Menino brinca em frente à loja de autopeças em que o proprietário e dois funcionários foram mortos em Colima, no México, um país sacudido pela violência| Foto: The New York Times

Entrevista

Estado, imprensa e sociedade precisam caminhar juntos

Adam Blackwell, secretário de Segurança Multidimensional da Organização dos Estados Americanos (OEA), falou com a Gazeta do Povo por telefone sobre violência na América Latina.

É possível que a opinião dos latinos seja influenciada pela mídia?

Essa é uma pergunta complicada. Nós consideramos a liberdade de imprensa um pilar importante da democracia, no entanto, eu gostaria que houvesse um pacto da imprensa em não ser sensacionalista, não explorar graficamente os crimes. Quando há muita violência nas primeiras páginas, dia após dia, isso começa a se tornar parte da dimensão cultural.

A "cultura do medo" é reversível?

Sou otimista. Fico admirado com o progresso de ONGs como a Viva Rio, que trabalham para diminuir a violência nas favelas [do Rio de Janeiro]. A violência ainda está lá, mas vamos olhar para o que está funcionando. Crime, violência e insegurança sempre irão existir. Eu sou canadense, e lá nós atingimos o menor índice de crimes e violência dos últimos 50 anos.
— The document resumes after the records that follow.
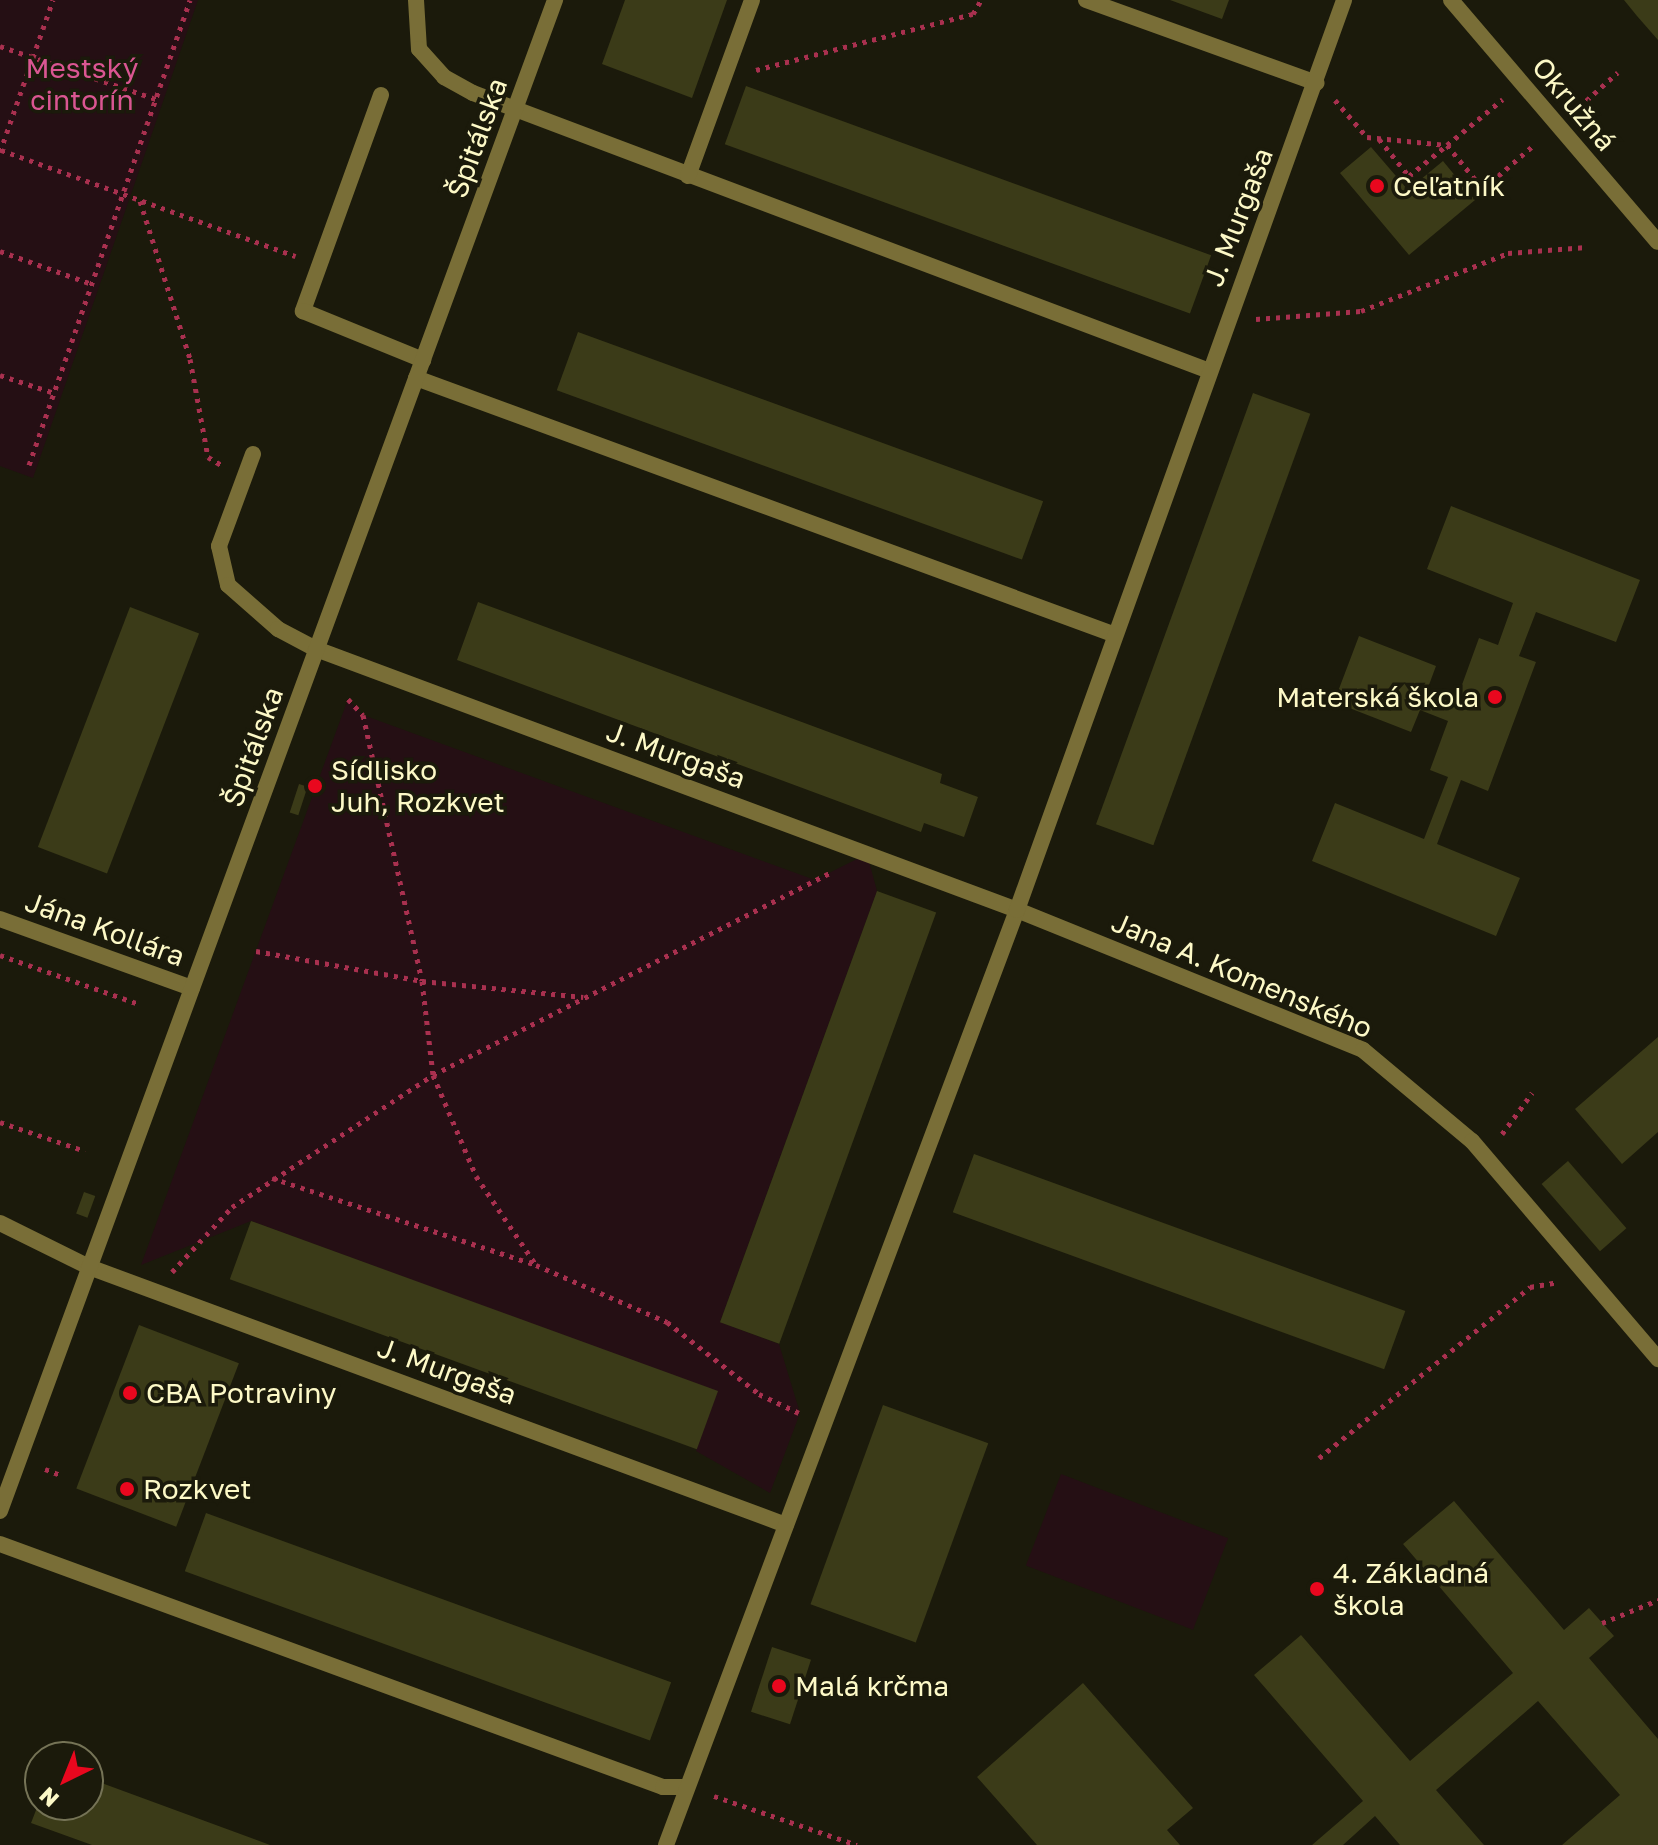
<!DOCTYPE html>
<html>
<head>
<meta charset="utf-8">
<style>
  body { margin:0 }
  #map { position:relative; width:1658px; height:1845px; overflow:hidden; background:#1b1a0b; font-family:"Golos Text",sans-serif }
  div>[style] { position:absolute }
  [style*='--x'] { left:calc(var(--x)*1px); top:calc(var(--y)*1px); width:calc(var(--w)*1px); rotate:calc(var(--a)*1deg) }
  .green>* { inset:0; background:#250f14; transform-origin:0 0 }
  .building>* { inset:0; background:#3b3b18; transform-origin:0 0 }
  .path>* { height:5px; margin-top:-2.5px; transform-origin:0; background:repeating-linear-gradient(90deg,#a9304f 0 4px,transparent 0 10px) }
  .service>* { height:16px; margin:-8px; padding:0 8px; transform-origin:8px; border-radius:8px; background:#796e37 }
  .minor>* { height:16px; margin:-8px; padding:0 8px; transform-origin:8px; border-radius:8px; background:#796e37 }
  .dots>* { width:22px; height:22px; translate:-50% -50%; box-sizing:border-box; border:4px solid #1b1a0b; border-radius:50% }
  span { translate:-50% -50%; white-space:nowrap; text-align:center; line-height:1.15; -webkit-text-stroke:7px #1b1a0b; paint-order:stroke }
  .park-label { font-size:28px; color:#da5692 }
  .street-label { font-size:28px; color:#fdf9c7 }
  .poi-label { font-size:28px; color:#fdf9c7 }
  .left { translate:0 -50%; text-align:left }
  .right { translate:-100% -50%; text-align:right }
  .north { position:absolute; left:24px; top:1741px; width:80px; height:80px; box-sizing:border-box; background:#1b1a0b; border:2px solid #757356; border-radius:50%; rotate:223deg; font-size:22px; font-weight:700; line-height:32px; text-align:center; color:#fdf9c7 }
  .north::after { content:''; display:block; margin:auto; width:28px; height:36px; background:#e9071e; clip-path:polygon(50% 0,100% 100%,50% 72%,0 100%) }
</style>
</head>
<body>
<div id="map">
  <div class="green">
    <div style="clip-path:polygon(0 0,198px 0,33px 478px,0 466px)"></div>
    <div style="clip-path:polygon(348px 699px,363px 715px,815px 880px,867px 854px,877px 891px,720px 1322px,779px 1344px,800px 1413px,770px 1493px,696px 1451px,717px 1392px,251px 1221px,141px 1265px)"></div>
    <div style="left:1061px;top:1474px;width:179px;height:98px;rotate:21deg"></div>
  </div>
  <div class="building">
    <div style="clip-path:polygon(625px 0,727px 0,692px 98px,602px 64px)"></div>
    <div style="clip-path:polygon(1170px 0,1229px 0,1222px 19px)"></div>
    <div style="clip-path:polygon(1624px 0,1658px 0,1658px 40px,1637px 16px)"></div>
    <div style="left:746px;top:86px;width:495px;height:62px;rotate:20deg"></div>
    <div style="clip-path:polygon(1371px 147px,1408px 190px,1443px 161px,1475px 200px,1409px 255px,1340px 173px)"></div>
    <div style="left:578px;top:332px;width:495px;height:62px;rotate:20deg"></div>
    <div style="left:1253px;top:393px;width:61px;height:459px;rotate:20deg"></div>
    <div style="clip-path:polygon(1451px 506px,1640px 580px,1616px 642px,1536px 612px,1519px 656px,1536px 662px,1488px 791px,1461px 780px,1437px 844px,1520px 878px,1496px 936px,1312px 861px,1335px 803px,1424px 839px,1448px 777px,1430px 770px,1448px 721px,1420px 710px,1411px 732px,1334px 702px,1359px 636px,1436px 666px,1426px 693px,1455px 704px,1479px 638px,1498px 645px,1513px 603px,1427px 569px)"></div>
    <div style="clip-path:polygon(478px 602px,942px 774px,940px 783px,978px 797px,964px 837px,924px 823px,921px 832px,457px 660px)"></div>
    <div style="left:130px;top:607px;width:74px;height:257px;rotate:21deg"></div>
    <div style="left:299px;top:784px;width:9px;height:30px;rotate:18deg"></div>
    <div style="left:877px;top:891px;width:63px;height:459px;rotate:20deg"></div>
    <div style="clip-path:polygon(1658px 1037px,1658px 1132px,1622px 1164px,1575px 1109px)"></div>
    <div style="left:974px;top:1154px;width:459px;height:62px;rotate:20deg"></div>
    <div style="left:1568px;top:1161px;width:89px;height:35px;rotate:49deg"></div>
    <div style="left:84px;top:1192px;width:12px;height:23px;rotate:20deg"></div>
    <div style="left:251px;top:1221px;width:497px;height:62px;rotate:20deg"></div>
    <div style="left:139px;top:1325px;width:107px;height:175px;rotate:21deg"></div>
    <div style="left:883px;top:1405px;width:112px;height:212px;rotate:20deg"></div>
    <div style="clip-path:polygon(1454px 1501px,1564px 1630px,1589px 1608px,1614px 1636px,1589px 1658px,1658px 1739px,1658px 1845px,1562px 1845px,1620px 1795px,1538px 1701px,1436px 1790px,1484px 1845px,1400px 1845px,1375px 1816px,1343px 1845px,1312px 1845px,1363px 1801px,1254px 1675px,1301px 1635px,1410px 1761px,1513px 1673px,1403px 1544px)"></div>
    <div style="left:206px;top:1513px;width:495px;height:62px;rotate:20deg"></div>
    <div style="left:772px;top:1647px;width:41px;height:68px;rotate:18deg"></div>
    <div style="clip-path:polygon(1083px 1683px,1193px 1808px,1167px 1830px,1180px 1845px,1037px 1845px,977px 1777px)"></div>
    <div style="clip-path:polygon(88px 1778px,270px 1845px,92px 1845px,31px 1823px,38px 1805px,88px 1805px)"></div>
  </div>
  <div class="path">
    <div style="--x:0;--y:46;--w:165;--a:18.8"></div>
    <div style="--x:756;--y:70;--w:224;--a:-14.5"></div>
    <div style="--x:973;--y:14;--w:16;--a:-60"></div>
    <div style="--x:1335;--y:100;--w:49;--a:49.1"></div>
    <div style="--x:1367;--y:137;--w:80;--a:5.7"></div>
    <div style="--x:1447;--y:145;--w:72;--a:-39.4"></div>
    <div style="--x:1579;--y:107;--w:52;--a:-41.9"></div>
    <div style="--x:1379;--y:139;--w:48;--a:51"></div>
    <div style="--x:1409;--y:176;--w:49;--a:-39.2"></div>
    <div style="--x:1447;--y:145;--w:57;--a:50.7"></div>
    <div style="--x:1483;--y:189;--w:69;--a:-40.9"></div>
    <div style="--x:1;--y:150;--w:313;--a:19.8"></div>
    <div style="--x:0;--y:152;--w:161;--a:-70.8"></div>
    <div style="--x:140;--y:201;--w:166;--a:72.4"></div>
    <div style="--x:190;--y:359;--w:100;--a:79.6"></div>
    <div style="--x:208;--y:457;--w:17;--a:31"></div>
    <div style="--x:0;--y:251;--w:98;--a:19.7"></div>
    <div style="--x:1256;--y:319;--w:105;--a:-4.4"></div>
    <div style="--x:1361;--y:311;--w:158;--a:-21.5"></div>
    <div style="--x:1508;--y:253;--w:79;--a:-4.3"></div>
    <div style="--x:0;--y:375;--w:57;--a:18.4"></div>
    <div style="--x:29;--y:465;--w:492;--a:-70.9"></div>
    <div style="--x:348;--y:699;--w:22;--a:47"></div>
    <div style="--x:363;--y:715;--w:272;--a:77.5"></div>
    <div style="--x:422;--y:981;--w:95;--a:83.3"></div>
    <div style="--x:433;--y:1075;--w:110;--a:66.9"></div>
    <div style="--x:476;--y:1176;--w:107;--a:56"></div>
    <div style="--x:256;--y:951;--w:169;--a:10.2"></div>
    <div style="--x:422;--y:981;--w:162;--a:5.7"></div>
    <div style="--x:0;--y:955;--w:147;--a:19.4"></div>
    <div style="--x:0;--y:1122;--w:90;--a:18.8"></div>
    <div style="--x:1502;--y:1134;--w:51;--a:-53.8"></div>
    <div style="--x:272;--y:1178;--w:278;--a:18.2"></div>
    <div style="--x:536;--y:1265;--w:143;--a:23.5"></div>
    <div style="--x:667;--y:1322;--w:117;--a:38"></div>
    <div style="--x:759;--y:1394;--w:44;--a:25.4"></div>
    <div style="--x:172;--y:1272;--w:88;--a:-47.3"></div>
    <div style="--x:232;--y:1207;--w:240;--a:-33.3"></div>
    <div style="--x:433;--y:1075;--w:449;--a:-27"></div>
    <div style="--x:1319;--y:1458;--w:272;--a:-39"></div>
    <div style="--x:1530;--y:1287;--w:29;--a:-10"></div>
    <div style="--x:45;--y:1469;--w:19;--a:21"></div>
    <div style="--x:1602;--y:1623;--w:61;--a:-22.3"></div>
    <div style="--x:714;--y:1796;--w:151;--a:18.9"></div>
  </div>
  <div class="service">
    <div style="--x:416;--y:0;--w:49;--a:86.5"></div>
    <div style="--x:419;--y:49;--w:38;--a:48"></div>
    <div style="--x:444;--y:77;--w:33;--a:29"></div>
    <div style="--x:473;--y:93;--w:785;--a:20.68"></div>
    <div style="--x:1086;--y:0;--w:245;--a:19.8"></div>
    <div style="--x:381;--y:95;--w:230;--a:109.9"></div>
    <div style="--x:303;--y:311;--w:130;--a:22.2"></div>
    <div style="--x:688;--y:176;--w:187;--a:-70"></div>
    <div style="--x:416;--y:378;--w:743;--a:20.17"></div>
    <div style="--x:253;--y:454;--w:98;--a:110.3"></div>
    <div style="--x:219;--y:546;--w:40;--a:77"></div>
    <div style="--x:228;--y:585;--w:67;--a:41.3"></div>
    <div style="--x:278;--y:629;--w:43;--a:27.8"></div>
    <div style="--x:316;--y:649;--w:748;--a:20.42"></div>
    <div style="--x:0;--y:1223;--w:99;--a:26.3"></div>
    <div style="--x:89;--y:1267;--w:743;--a:20.31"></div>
    <div style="--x:0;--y:1544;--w:706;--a:20.13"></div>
    <div style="--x:663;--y:1787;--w:24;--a:0"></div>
  </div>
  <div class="minor">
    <div style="--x:1451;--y:0;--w:318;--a:49.5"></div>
    <div style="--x:1017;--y:910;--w:373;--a:22"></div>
    <div style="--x:1363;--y:1050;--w:142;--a:39.9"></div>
    <div style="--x:1472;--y:1141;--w:287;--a:49.5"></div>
    <div style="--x:0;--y:919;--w:204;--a:19.8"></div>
    <div style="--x:0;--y:1511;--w:1610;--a:-69.83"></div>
    <div style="--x:666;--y:1845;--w:999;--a:-69.42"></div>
    <div style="--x:1017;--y:910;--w:967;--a:-70.23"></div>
  </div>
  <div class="dots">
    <div style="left:1377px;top:186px;background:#e9071e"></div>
    <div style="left:1495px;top:697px;background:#e9071e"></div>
    <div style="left:315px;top:786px;background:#e9071e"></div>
    <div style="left:130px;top:1393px;background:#e9071e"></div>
    <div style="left:127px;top:1489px;background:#e9071e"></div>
    <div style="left:1317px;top:1589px;background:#e9071e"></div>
    <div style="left:779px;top:1686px;background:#e9071e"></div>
  </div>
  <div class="park-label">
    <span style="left:82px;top:84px">Mestský<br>cintorín</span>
  </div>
  <div class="street-label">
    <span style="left:1574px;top:104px;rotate:50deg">Okružná</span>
    <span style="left:477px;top:138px;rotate:-70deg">Špitálska</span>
    <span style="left:1238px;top:217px;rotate:-69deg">J. Murgaša</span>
    <span style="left:253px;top:747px;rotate:-70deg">Špitálska</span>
    <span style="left:676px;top:755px;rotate:20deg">J. Murgaša</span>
    <span style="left:105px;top:929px;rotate:20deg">Jána Kollára</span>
    <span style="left:1242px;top:975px;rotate:23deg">Jana A. Komenského</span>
    <span style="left:447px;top:1371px;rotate:20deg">J. Murgaša</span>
  </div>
  <div class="poi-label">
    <span class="left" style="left:1393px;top:186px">Ceľatník</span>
    <span class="right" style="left:1479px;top:697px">Materská škola</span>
    <span class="left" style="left:331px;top:786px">Sídlisko<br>Juh, Rozkvet</span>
    <span class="left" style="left:146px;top:1393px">CBA Potraviny</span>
    <span class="left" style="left:143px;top:1489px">Rozkvet</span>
    <span class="left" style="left:1333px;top:1589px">4. Základná<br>škola</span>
    <span class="left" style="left:795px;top:1686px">Malá krčma</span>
  </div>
  <div class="north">N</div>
</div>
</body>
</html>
Mesmo assim, a percepção das pessoas é do que está sendo reportado – que é mais do que está acontecendo realmente.

Onde começa a violência e como podemos combatê-la?

A violência começa onde há grandes níveis de desigualdade – não só em riqueza, mas também em oportunidades, acesso à educação, serviços sociais e à qualidade de vida. Se o Estado não fornece isso, a violência começa a crescer.

Um país mais violento é um país menos democrático?

Acredito que para todos nós democracia seja mais do que ter eleições: é ter um Estado que assegure serviços, infraestrutura, segurança e bem-estar para os cidadãos. E com altos níveis de violência é mais difícil ter maiores níveis de bem-estar.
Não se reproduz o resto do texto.